There is humour in the city. Humour in the darkness and blindness of not knowing what lurks behind the colourful billboards and flashing light-matricies. And there is something behind the cracks, but we think we know what it is…
It seems like I sit and wonder about these things all the time. I’m trying to join the fractured elements of whatever I can grasp out of the air and construct it into a thing that I can see more clearly. I can see it now, but it is floating in the jetsom of my brain and I can’t figure out how to clear away the mess and reach out to it.

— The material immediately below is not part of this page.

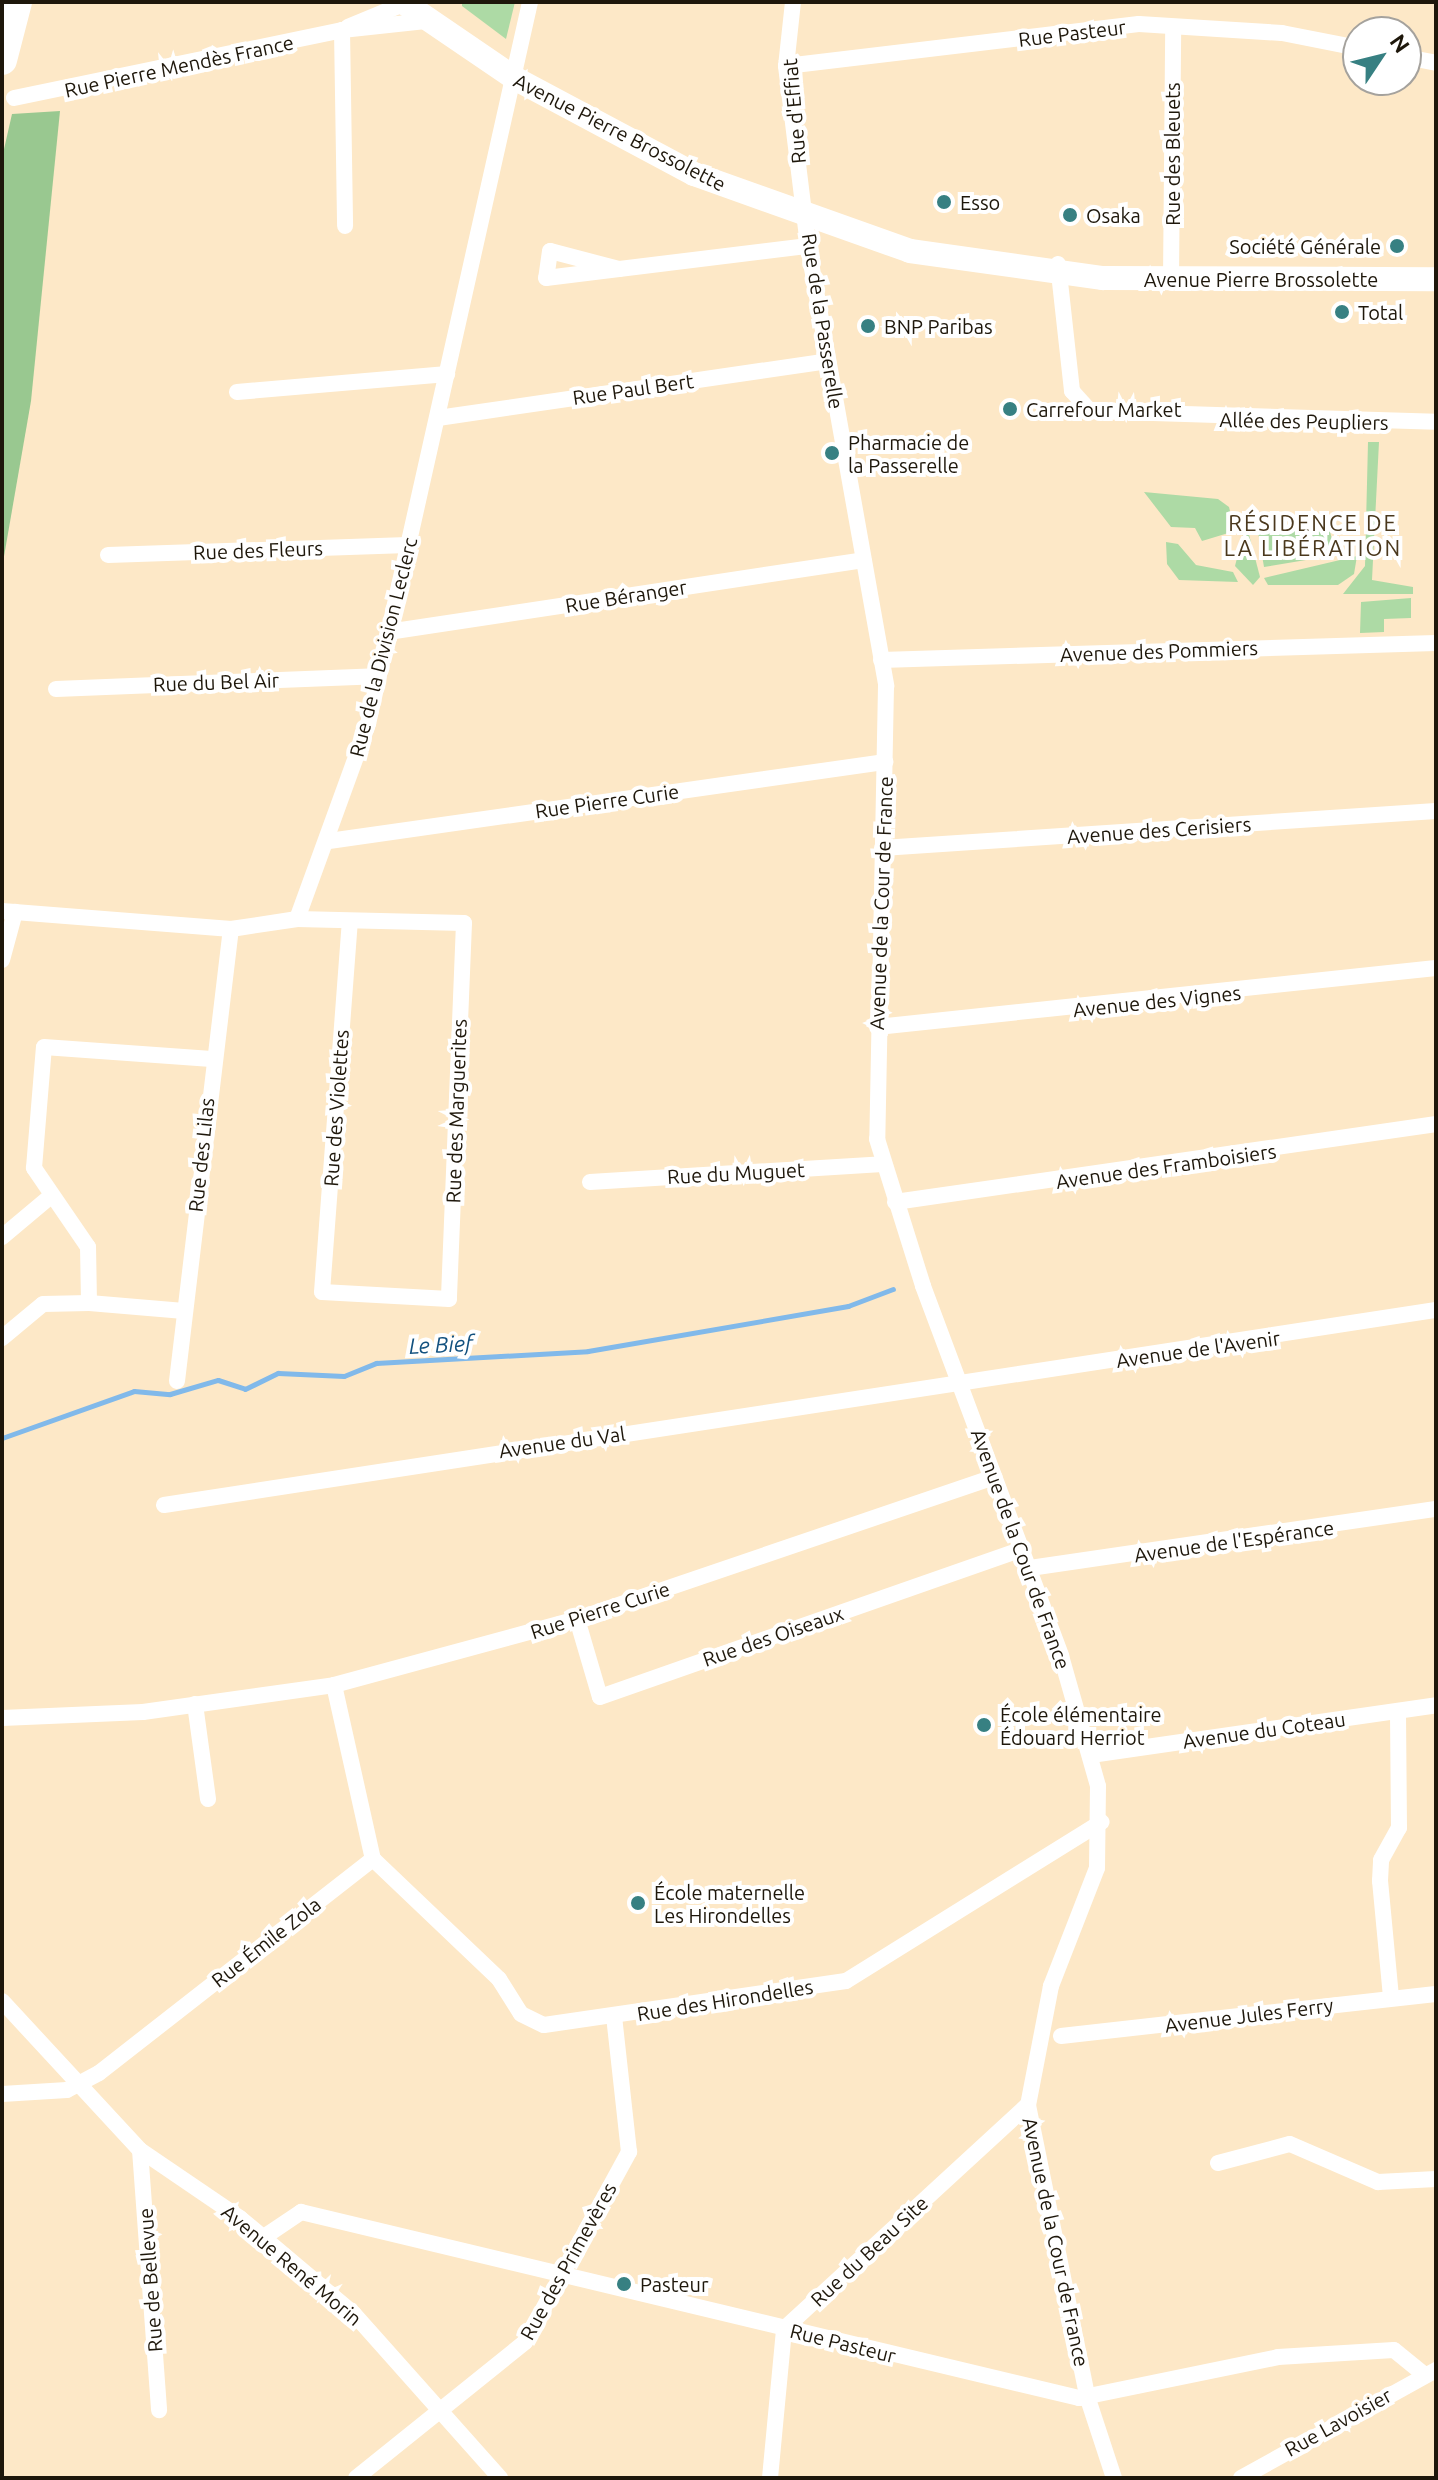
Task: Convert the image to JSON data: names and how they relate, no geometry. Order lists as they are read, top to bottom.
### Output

I had an idea. Blogs. These things. They are literal self-expressions, of a sort. They exist because real people drain their minds to the digital places, sharing their every whim with the netwerk of electronic wanderers. It’s this, I think, that makes these blogs universally popular and also universally hated. The arguement falls something along the line of artistic expression versus defining art: what constitutes the elements of free expression, but also becomes a useful addition to the pool of thought and idea that makes up the blogosphere? In other words, are the shared journals and ramblings of a thousand-million people the makings of something grander and bolder than humanity has ever created — or the flotsom, garbage and cheap roadside junk-stands on the cliche’d metaphor of the digital highway?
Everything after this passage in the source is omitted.